[Records from a data collection]

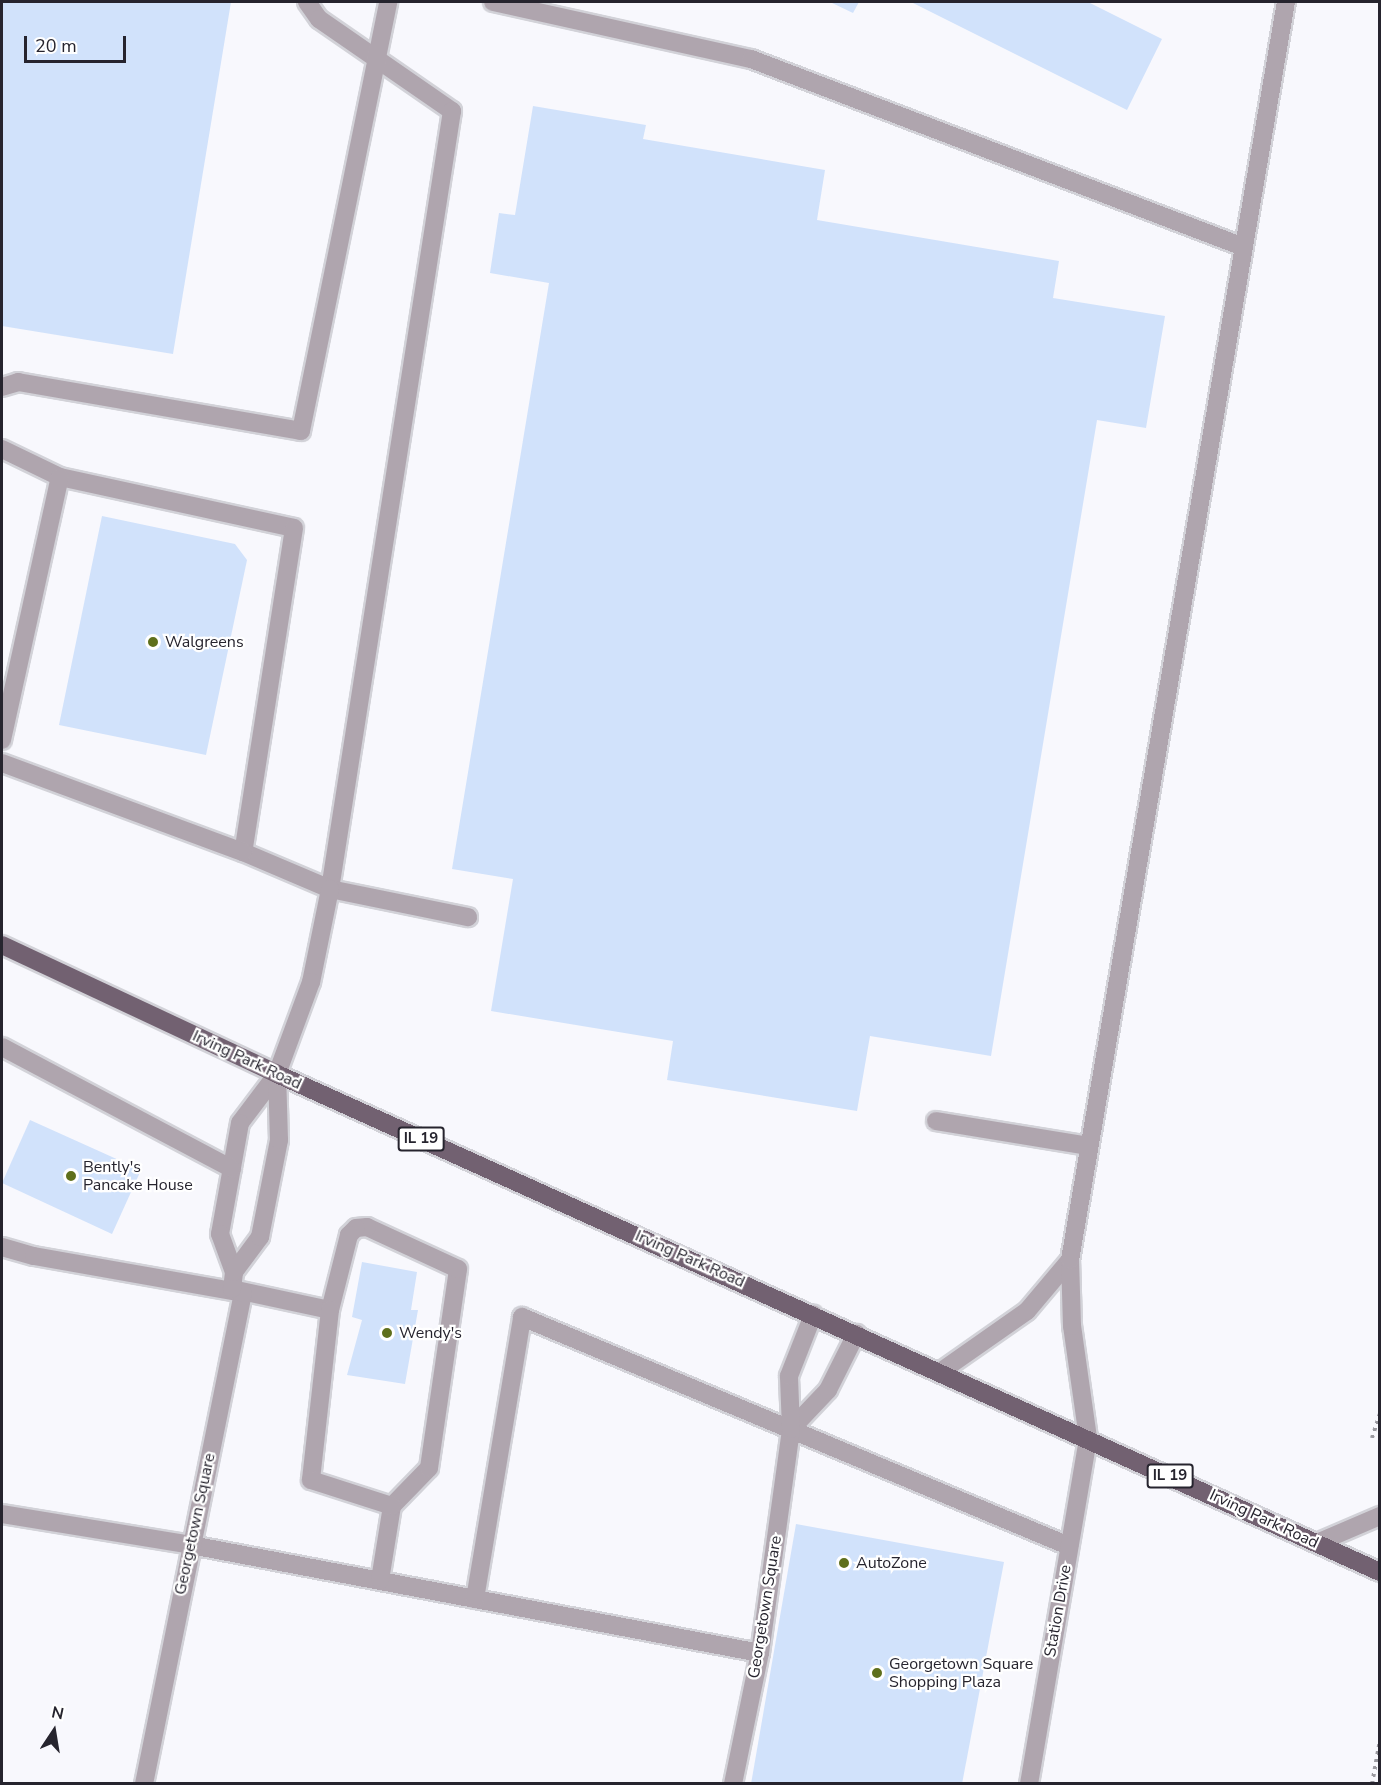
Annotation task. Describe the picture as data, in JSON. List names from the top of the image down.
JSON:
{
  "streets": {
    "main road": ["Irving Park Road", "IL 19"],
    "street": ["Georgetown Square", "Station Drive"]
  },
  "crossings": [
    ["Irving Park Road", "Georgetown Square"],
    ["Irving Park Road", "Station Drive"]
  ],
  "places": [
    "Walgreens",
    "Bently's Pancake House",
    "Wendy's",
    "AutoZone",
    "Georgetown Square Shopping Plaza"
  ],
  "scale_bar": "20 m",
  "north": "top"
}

### ASSIGNMENT
Once the pictures are set aside, write out the entries verbatim.

### RESPONSE TO THE EXERCISE
Annotation task. Describe the picture as data, in JSON. List names from the top of the image down.
JSON:
{
  "streets": {
    "main road": ["Irving Park Road", "IL 19"],
    "street": ["Georgetown Square", "Station Drive"]
  },
  "crossings": [
    ["Irving Park Road", "Georgetown Square"],
    ["Irving Park Road", "Station Drive"]
  ],
  "places": [
    "Walgreens",
    "Bently's Pancake House",
    "Wendy's",
    "AutoZone",
    "Georgetown Square Shopping Plaza"
  ],
  "scale_bar": "20 m",
  "north": "top"
}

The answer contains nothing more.